> **Dataset extract**
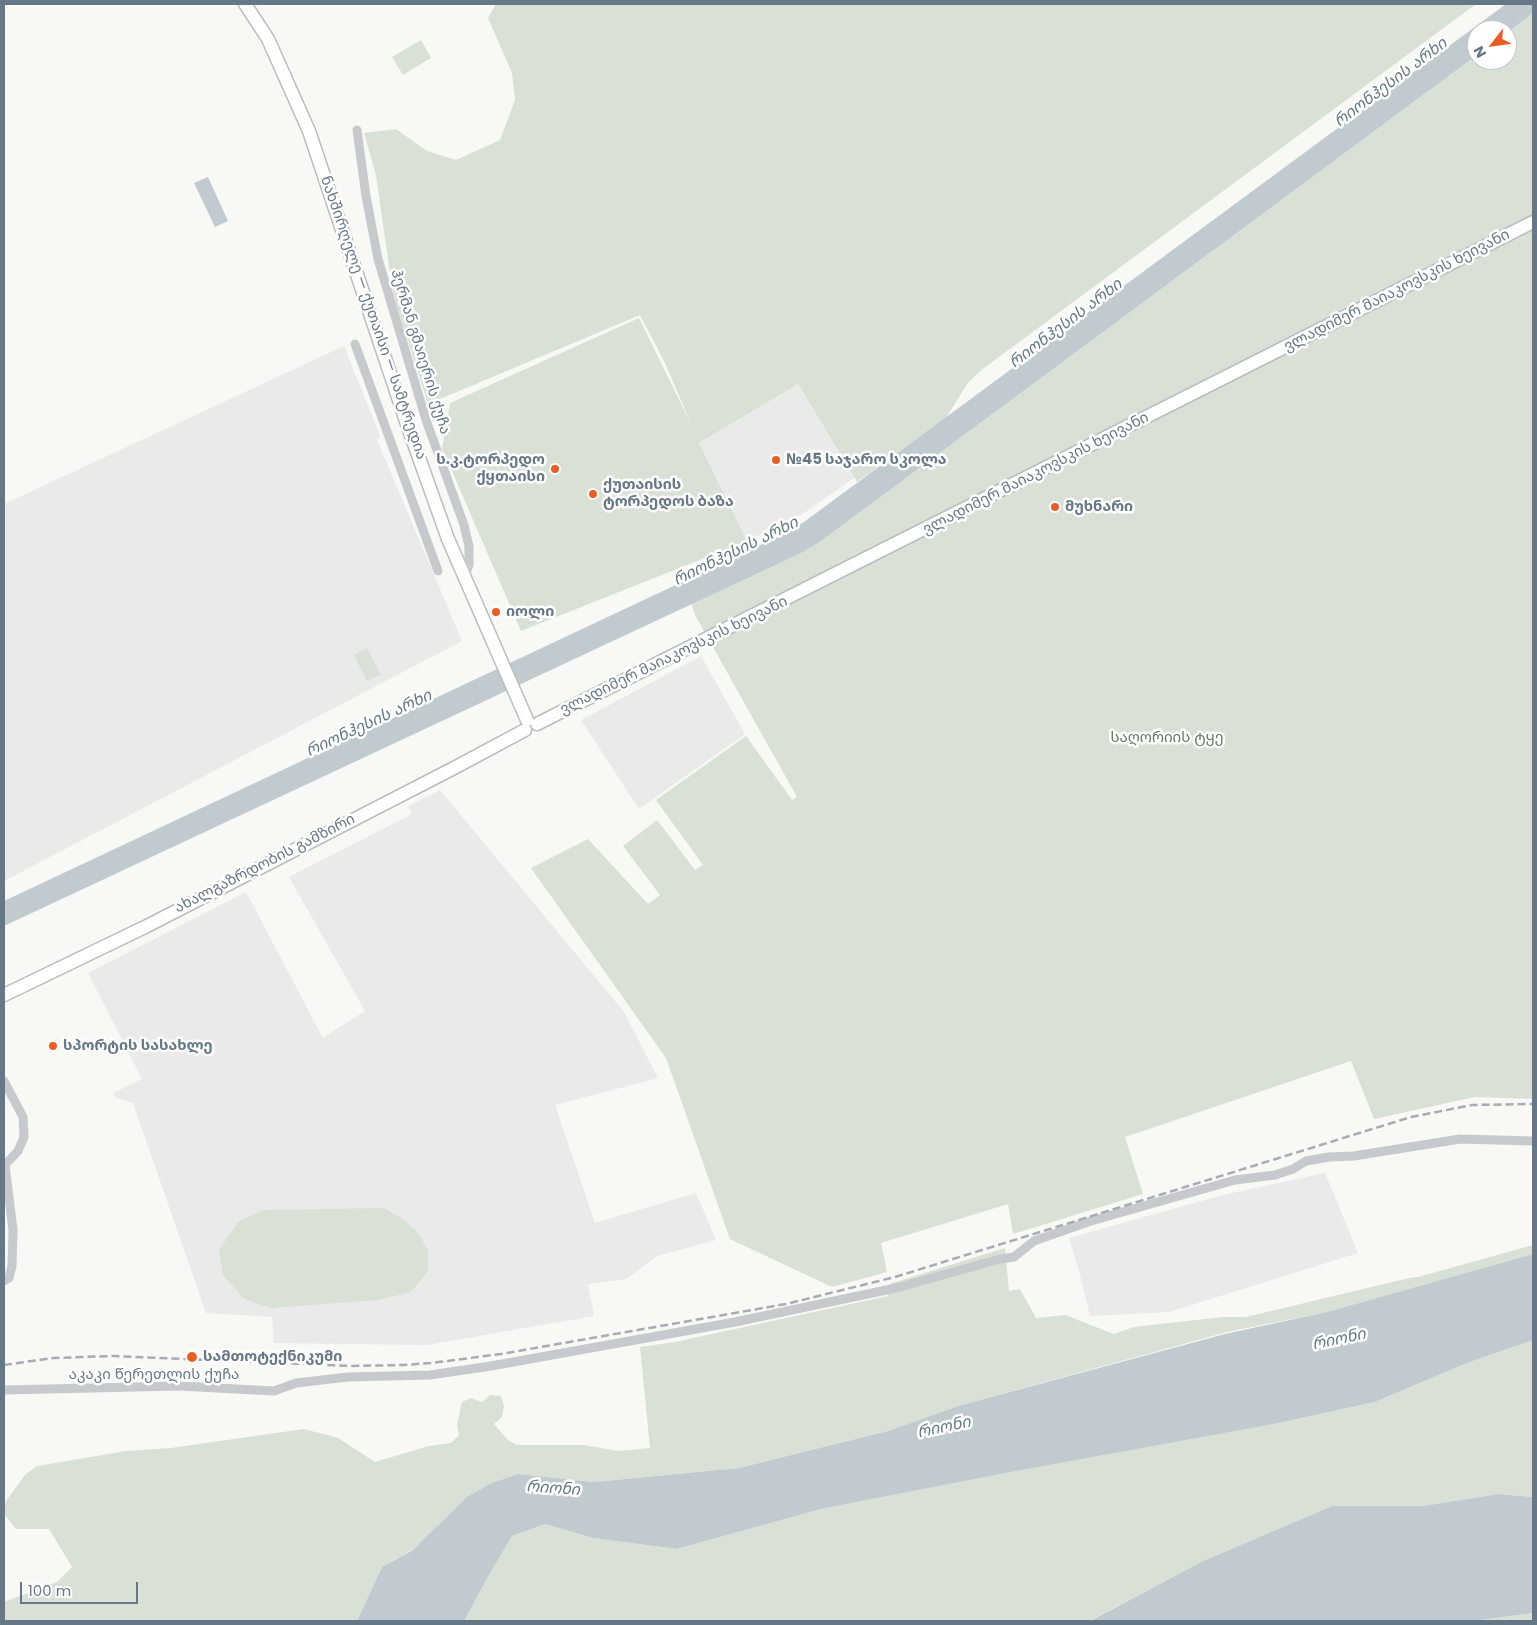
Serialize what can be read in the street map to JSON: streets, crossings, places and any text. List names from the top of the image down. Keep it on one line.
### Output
{"streets":{"main road":["ვლადიმერ მაიაკოვსკის ხეივანი","ნახშირღელე — ქუთაისი — სამტრედია","ახალგაზრდობის გამზირი"],"street":["ჰერმან გმაიერის ქუჩა","აკაკი წერეთლის ქუჩა"]},"crossings":[["ვლადიმერ მაიაკოვსკის ხეივანი","ნახშირღელე — ქუთაისი — სამტრედია"],["ვლადიმერ მაიაკოვსკის ხეივანი","ახალგაზრდობის გამზირი"],["ნახშირღელე — ქუთაისი — სამტრედია","ჰერმან გმაიერის ქუჩა"],["ნახშირღელე — ქუთაისი — სამტრედია","ახალგაზრდობის გამზირი"]],"water":["რიონჰესის არხი","რიონი"],"parks":["საღორიის ტყე"],"places":["№45 საჯარო სკოლა","ს.კ.ტორპედო ქყთაისი","ქუთაისის ტორპედოს ბაზა","მუხნარი","იოლი","სპორტის სასახლე","სამთოტექნიკუმი"],"scale_bar":"100 m","north":"bottom left"}
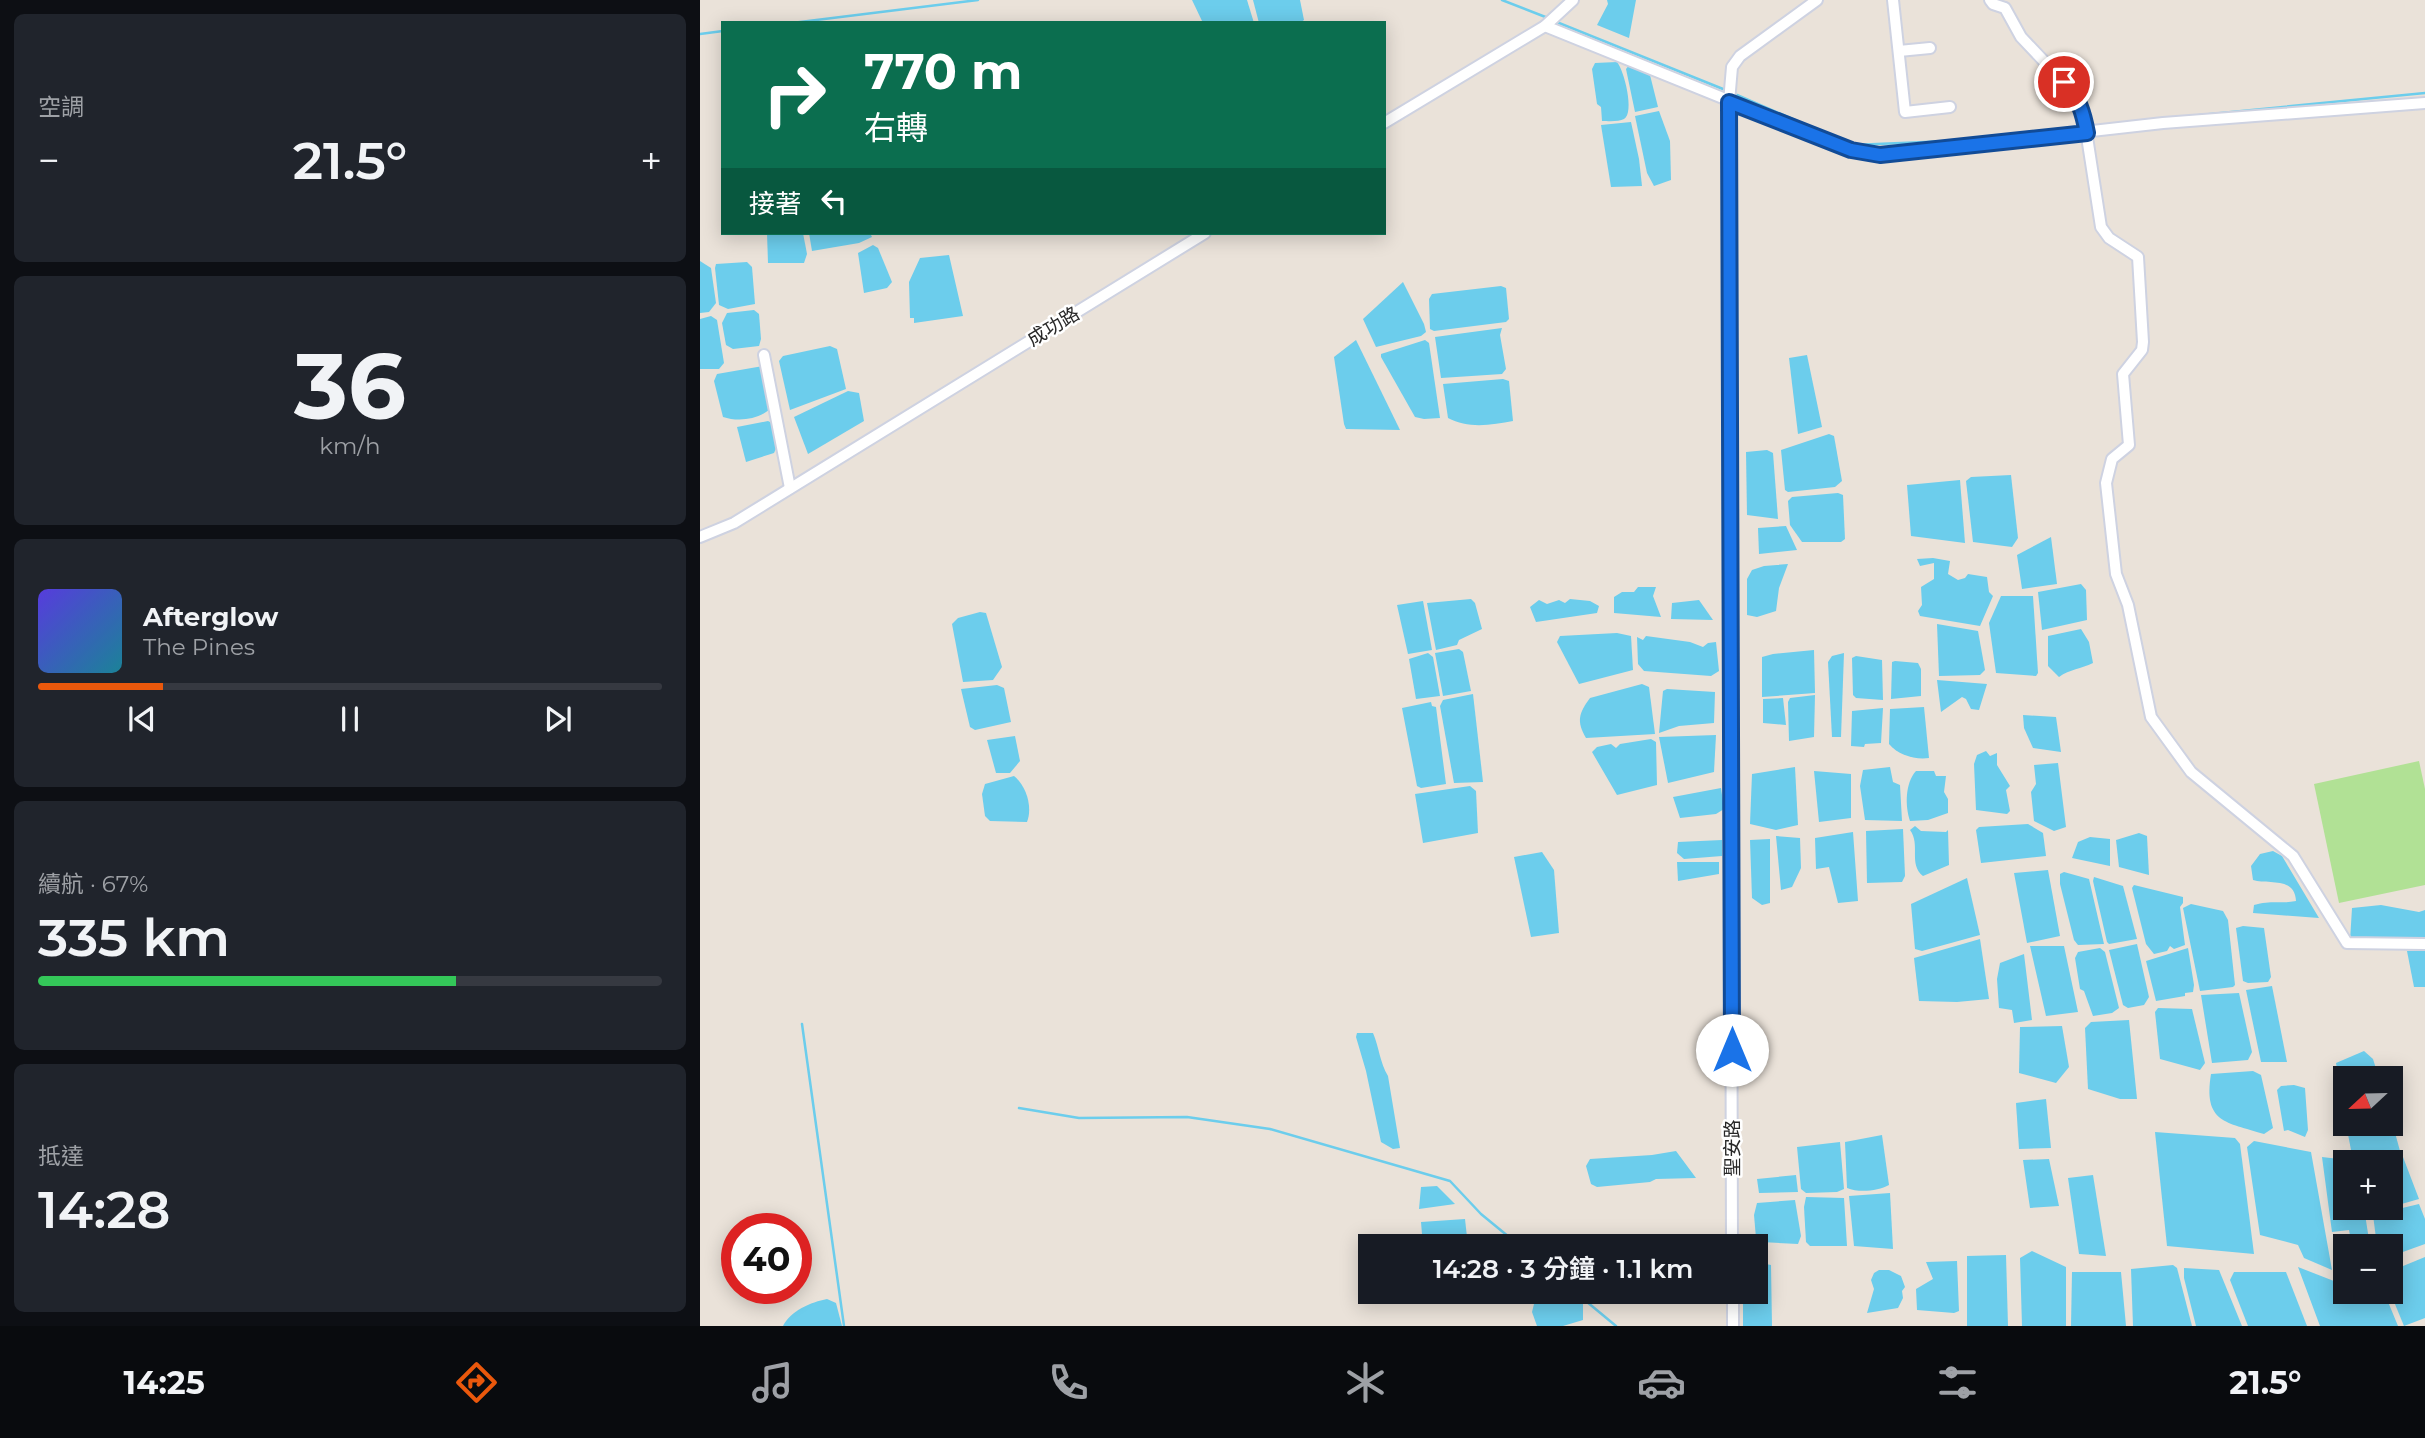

> **Problem requirements**
Would you retype the material exactly, omitting each picture?

> **Response below**
Serialize what can be read in the street map to JSON: streets, crossings, places and any text. List names from the top of the image down. Keep it on one line.
### Output
{"streets":{"main road":["ვლადიმერ მაიაკოვსკის ხეივანი","ნახშირღელე — ქუთაისი — სამტრედია","ახალგაზრდობის გამზირი"],"street":["ჰერმან გმაიერის ქუჩა","აკაკი წერეთლის ქუჩა"]},"crossings":[["ვლადიმერ მაიაკოვსკის ხეივანი","ნახშირღელე — ქუთაისი — სამტრედია"],["ვლადიმერ მაიაკოვსკის ხეივანი","ახალგაზრდობის გამზირი"],["ნახშირღელე — ქუთაისი — სამტრედია","ჰერმან გმაიერის ქუჩა"],["ნახშირღელე — ქუთაისი — სამტრედია","ახალგაზრდობის გამზირი"]],"water":["რიონჰესის არხი","რიონი"],"parks":["საღორიის ტყე"],"places":["№45 საჯარო სკოლა","ს.კ.ტორპედო ქყთაისი","ქუთაისის ტორპედოს ბაზა","მუხნარი","იოლი","სპორტის სასახლე","სამთოტექნიკუმი"],"scale_bar":"100 m","north":"bottom left"}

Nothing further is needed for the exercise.